What the task requires:
Produce as output only the lines below starting at the line with "12V9h3v3zM5 12V6h3v6zM10 12V3h3v9zM15" and continuing through the line with "M385,395L414,396L393,455L359,457Z", each one exactly as written.

Supplied information:

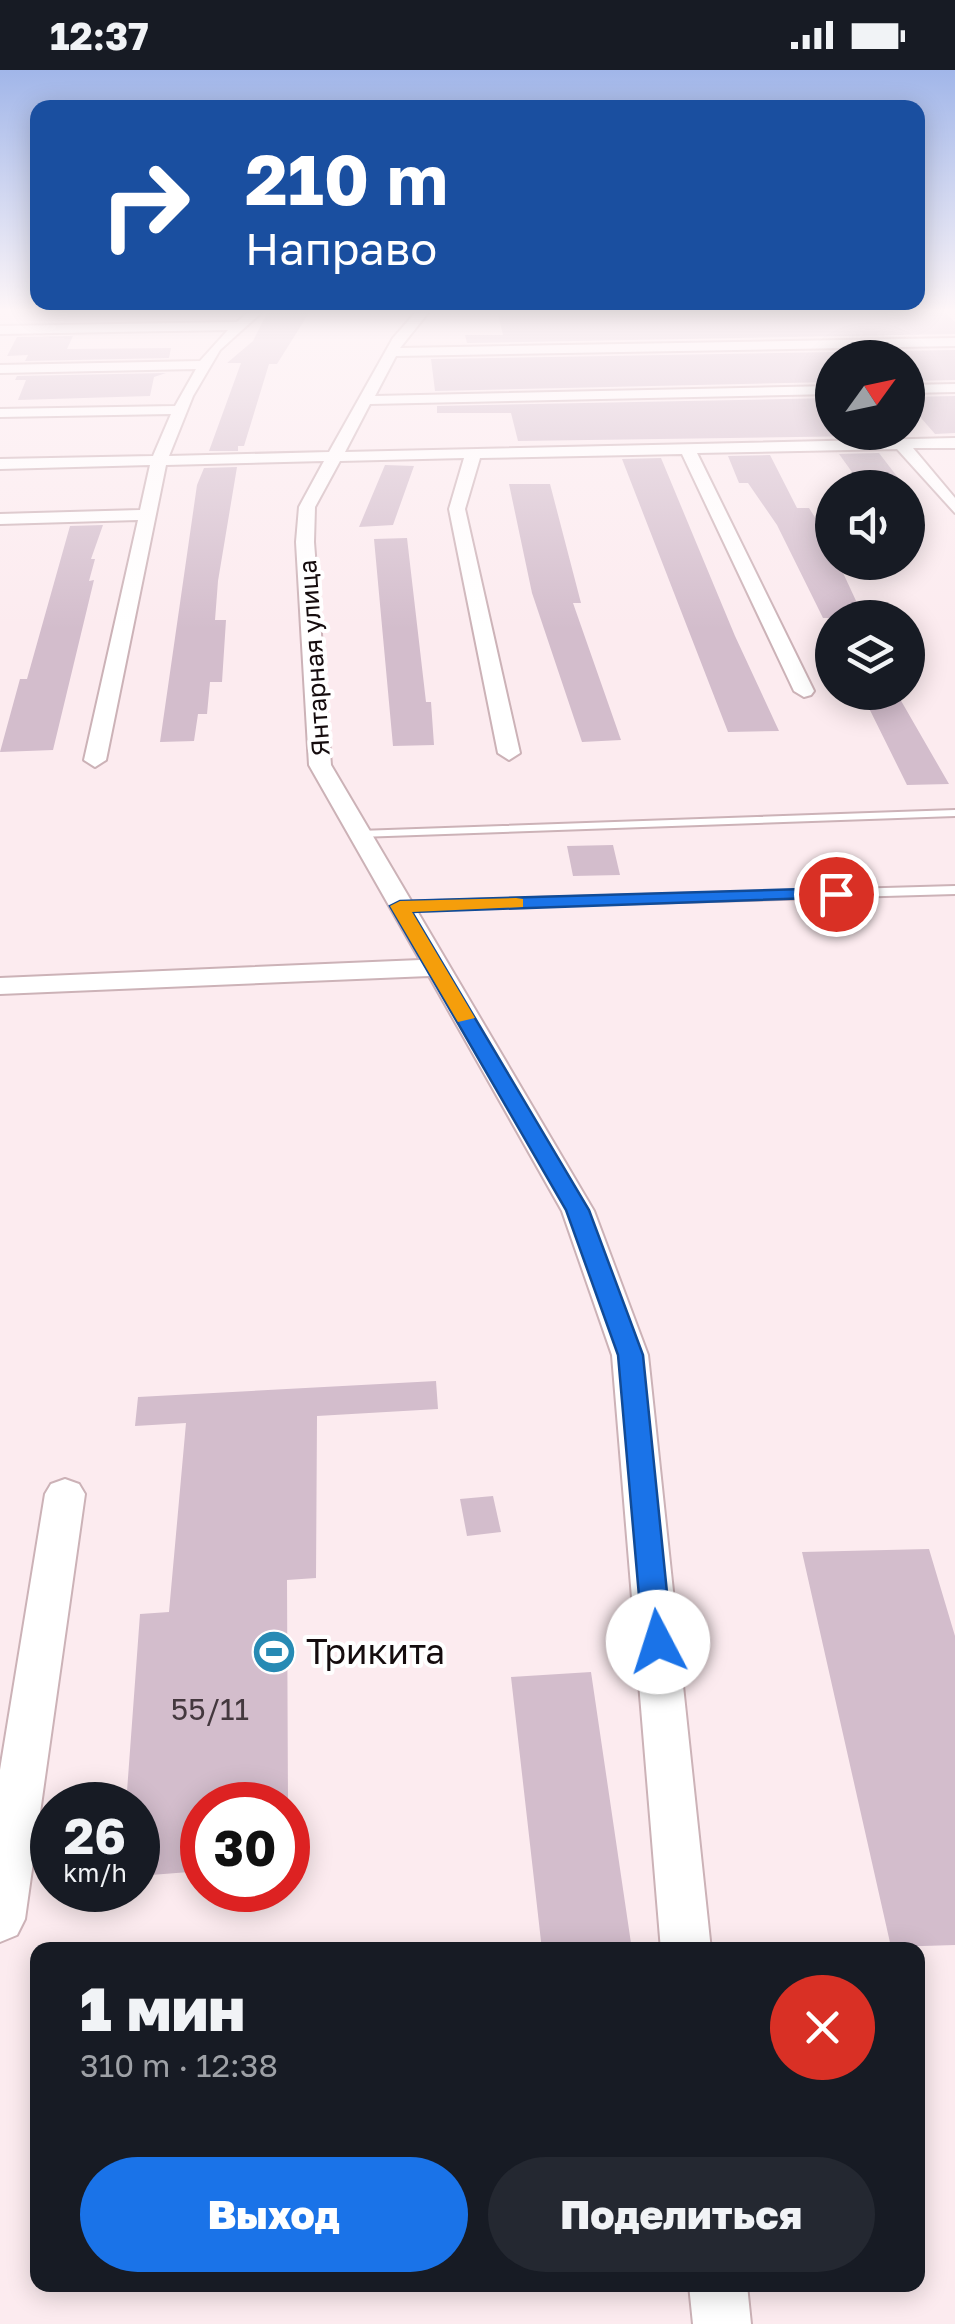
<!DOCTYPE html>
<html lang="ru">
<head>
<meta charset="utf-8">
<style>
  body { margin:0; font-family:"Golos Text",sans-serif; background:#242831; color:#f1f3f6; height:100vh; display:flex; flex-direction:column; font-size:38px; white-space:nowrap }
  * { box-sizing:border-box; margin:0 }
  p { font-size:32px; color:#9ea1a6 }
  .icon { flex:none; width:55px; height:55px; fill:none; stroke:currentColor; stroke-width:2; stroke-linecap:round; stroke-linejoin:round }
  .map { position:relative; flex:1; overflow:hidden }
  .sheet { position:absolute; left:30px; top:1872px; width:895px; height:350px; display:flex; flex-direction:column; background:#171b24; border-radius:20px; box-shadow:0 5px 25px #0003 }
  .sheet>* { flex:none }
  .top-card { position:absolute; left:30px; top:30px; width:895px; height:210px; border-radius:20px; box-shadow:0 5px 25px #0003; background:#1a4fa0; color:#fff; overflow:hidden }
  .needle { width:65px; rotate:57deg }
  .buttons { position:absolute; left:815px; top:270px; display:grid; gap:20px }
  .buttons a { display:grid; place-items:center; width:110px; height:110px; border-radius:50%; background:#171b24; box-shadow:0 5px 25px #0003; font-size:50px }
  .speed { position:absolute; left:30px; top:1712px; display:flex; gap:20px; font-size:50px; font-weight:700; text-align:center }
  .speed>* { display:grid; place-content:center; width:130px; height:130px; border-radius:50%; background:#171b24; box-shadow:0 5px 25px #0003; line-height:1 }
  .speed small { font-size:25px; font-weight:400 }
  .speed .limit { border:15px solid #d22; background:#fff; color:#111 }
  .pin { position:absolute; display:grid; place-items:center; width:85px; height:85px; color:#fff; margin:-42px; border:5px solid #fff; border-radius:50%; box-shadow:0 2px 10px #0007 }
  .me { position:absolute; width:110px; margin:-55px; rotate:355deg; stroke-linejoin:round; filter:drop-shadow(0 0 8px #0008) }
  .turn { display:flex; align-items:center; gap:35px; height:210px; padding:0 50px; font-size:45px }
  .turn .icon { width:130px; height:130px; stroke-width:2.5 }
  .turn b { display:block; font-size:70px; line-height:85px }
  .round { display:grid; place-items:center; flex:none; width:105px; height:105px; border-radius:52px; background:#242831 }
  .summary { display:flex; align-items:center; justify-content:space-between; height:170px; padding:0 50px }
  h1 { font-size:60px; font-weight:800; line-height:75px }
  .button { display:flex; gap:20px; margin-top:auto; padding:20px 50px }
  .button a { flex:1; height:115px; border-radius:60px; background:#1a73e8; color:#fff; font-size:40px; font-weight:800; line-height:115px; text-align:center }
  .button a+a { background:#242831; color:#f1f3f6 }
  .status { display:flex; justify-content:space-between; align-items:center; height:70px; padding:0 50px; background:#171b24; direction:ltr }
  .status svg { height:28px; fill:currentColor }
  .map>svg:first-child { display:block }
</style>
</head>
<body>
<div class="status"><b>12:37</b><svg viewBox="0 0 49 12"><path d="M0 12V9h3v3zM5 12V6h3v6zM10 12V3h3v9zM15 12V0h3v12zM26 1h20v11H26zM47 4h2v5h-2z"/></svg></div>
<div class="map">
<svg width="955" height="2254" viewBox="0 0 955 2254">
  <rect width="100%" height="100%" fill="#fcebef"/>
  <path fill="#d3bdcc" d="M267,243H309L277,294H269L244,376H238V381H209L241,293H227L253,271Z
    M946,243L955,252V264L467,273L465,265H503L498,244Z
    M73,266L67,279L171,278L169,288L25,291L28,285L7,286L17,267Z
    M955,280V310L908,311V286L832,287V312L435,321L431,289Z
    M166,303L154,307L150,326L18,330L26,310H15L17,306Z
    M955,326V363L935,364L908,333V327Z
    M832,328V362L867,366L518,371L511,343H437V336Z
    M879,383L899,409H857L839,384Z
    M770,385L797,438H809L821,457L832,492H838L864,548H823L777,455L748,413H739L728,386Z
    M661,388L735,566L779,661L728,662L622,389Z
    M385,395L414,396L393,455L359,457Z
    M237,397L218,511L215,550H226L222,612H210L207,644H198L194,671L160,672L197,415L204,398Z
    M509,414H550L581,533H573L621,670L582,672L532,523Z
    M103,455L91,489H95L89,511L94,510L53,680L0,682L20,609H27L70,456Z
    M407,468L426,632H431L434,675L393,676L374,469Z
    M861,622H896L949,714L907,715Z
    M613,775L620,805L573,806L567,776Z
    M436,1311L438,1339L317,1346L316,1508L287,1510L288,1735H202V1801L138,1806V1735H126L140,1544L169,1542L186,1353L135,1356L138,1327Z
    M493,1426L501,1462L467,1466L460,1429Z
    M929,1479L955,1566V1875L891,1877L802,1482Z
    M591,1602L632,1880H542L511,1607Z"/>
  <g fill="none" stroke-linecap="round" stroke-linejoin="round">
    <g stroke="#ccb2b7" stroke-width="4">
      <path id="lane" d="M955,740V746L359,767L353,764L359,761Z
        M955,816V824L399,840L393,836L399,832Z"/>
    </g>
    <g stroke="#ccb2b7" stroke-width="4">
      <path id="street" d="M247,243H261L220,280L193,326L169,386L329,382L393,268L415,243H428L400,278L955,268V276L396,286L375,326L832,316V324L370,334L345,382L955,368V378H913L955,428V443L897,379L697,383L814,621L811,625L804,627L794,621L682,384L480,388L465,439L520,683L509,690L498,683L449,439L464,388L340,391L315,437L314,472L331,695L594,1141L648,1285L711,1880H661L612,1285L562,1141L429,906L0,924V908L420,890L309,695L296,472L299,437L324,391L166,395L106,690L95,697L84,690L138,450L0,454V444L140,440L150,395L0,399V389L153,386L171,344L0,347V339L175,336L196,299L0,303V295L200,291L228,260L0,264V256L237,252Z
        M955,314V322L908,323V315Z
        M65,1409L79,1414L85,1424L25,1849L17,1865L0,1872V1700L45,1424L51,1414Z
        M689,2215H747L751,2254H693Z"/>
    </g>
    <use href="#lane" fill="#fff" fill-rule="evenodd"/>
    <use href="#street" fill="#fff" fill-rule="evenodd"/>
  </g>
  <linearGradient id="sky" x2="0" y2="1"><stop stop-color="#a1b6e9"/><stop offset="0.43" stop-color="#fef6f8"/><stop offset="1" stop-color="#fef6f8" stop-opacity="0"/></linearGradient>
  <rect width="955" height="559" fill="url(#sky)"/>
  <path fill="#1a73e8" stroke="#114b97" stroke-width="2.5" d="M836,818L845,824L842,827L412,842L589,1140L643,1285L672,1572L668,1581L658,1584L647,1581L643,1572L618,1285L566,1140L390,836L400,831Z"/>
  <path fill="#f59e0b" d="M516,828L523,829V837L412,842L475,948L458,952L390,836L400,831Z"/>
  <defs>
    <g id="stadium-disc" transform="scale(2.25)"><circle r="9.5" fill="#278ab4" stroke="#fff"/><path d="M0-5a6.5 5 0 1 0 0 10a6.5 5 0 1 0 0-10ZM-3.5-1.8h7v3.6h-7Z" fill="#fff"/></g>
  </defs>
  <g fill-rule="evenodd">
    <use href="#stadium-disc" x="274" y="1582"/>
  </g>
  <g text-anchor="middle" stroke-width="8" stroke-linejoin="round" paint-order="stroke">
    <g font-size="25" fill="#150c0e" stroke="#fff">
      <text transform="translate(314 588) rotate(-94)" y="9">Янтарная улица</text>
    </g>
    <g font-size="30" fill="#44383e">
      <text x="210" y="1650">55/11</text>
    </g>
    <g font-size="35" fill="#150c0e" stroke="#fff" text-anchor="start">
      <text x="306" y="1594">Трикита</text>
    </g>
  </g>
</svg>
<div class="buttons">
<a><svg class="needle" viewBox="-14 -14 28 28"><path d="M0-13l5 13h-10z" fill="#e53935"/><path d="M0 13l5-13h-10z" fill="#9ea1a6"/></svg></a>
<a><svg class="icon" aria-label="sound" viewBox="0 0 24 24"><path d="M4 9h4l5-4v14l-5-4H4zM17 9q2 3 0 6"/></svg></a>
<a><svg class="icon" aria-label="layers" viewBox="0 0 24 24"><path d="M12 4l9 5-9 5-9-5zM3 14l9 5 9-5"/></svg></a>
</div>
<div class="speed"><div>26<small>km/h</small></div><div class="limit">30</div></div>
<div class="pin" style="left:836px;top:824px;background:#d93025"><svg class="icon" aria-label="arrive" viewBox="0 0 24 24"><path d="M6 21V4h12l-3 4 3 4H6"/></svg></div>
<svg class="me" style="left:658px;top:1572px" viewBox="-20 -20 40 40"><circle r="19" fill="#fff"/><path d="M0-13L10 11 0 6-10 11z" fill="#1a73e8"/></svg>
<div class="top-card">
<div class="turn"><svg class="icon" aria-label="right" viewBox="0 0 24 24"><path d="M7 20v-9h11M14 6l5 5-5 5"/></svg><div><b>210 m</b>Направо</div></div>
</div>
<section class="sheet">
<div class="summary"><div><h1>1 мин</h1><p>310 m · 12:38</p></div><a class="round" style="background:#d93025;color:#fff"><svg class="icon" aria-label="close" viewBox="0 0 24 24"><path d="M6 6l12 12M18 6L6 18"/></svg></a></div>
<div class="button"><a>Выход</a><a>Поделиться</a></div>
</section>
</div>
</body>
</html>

Problem solution:
<div class="status"><b>12:37</b><svg viewBox="0 0 49 12"><path d="M0 12V9h3v3zM5 12V6h3v6zM10 12V3h3v9zM15 12V0h3v12zM26 1h20v11H26zM47 4h2v5h-2z"/></svg></div>
<div class="map">
<svg width="955" height="2254" viewBox="0 0 955 2254">
  <rect width="100%" height="100%" fill="#fcebef"/>
  <path fill="#d3bdcc" d="M267,243H309L277,294H269L244,376H238V381H209L241,293H227L253,271Z
    M946,243L955,252V264L467,273L465,265H503L498,244Z
    M73,266L67,279L171,278L169,288L25,291L28,285L7,286L17,267Z
    M955,280V310L908,311V286L832,287V312L435,321L431,289Z
    M166,303L154,307L150,326L18,330L26,310H15L17,306Z
    M955,326V363L935,364L908,333V327Z
    M832,328V362L867,366L518,371L511,343H437V336Z
    M879,383L899,409H857L839,384Z
    M770,385L797,438H809L821,457L832,492H838L864,548H823L777,455L748,413H739L728,386Z
    M661,388L735,566L779,661L728,662L622,389Z
    M385,395L414,396L393,455L359,457Z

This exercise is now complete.